Copy out each line of the data below in which "font" appears.

====== Task input ======

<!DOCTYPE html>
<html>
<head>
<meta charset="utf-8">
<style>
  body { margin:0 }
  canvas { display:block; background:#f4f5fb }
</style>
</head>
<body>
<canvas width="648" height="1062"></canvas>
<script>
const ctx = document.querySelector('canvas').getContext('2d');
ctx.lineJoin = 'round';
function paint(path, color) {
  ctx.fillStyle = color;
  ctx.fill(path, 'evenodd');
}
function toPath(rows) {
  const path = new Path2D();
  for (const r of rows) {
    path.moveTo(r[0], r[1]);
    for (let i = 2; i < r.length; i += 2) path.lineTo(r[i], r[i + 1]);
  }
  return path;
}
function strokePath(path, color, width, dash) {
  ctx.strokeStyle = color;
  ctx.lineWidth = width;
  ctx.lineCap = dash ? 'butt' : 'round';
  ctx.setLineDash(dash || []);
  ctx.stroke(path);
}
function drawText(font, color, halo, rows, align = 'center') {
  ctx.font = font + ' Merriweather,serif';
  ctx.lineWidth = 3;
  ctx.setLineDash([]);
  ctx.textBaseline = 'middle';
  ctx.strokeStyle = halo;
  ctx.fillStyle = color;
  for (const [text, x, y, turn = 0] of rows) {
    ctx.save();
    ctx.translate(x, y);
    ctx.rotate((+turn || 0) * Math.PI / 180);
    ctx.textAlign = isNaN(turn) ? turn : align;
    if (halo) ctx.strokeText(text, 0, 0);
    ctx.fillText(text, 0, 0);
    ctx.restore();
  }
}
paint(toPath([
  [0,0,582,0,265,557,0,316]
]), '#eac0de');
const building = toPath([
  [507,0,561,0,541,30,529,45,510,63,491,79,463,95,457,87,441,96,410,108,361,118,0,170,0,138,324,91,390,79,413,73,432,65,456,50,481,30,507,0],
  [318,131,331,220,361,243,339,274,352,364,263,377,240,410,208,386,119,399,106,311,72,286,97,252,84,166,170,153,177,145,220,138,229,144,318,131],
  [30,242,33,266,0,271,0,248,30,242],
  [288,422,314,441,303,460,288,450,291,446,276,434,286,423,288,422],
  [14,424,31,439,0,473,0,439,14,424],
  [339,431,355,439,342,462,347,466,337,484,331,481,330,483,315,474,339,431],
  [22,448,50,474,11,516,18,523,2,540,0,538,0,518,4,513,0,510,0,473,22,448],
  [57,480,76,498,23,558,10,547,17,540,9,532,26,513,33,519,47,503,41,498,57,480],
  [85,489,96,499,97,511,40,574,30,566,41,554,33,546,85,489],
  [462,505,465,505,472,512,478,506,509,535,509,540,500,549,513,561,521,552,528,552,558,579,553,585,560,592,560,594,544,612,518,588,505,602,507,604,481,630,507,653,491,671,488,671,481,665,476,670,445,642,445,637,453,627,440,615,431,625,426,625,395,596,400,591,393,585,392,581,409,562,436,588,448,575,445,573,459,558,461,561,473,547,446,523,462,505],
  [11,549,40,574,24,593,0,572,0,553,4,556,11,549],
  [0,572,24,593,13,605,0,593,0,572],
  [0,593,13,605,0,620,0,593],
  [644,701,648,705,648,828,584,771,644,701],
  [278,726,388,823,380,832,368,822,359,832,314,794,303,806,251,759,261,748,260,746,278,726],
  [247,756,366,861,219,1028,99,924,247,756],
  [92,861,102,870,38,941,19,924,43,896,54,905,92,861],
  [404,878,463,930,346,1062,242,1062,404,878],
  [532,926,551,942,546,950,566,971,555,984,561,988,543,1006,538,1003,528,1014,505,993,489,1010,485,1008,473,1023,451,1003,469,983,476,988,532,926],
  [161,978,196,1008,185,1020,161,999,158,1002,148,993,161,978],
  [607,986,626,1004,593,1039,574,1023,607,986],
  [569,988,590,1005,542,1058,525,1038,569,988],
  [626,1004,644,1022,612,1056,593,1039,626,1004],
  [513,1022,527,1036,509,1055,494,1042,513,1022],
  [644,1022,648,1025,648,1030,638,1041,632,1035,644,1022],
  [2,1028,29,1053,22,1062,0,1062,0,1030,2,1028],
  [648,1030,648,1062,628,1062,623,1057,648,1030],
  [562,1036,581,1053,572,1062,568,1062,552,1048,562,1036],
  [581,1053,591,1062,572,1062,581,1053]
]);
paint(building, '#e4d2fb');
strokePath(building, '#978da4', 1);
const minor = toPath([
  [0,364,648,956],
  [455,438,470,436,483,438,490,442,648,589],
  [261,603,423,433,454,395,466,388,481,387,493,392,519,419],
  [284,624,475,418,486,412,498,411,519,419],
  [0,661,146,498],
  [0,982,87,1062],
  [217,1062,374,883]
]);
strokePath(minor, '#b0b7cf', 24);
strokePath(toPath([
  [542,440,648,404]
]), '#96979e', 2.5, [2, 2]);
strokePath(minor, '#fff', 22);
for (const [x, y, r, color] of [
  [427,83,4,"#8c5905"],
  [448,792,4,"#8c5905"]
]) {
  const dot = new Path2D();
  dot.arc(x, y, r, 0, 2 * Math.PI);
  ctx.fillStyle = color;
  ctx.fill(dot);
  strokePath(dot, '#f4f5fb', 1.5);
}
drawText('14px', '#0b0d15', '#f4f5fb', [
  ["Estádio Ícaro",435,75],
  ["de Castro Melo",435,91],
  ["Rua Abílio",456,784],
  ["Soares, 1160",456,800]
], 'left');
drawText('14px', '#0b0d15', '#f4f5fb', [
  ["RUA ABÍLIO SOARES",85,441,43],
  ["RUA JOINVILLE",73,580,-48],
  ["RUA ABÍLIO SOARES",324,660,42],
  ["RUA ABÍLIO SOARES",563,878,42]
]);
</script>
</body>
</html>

======

**Answer area:**
function drawText(font, color, halo, rows, align = 'center') {
  ctx.font = font + ' Merriweather,serif';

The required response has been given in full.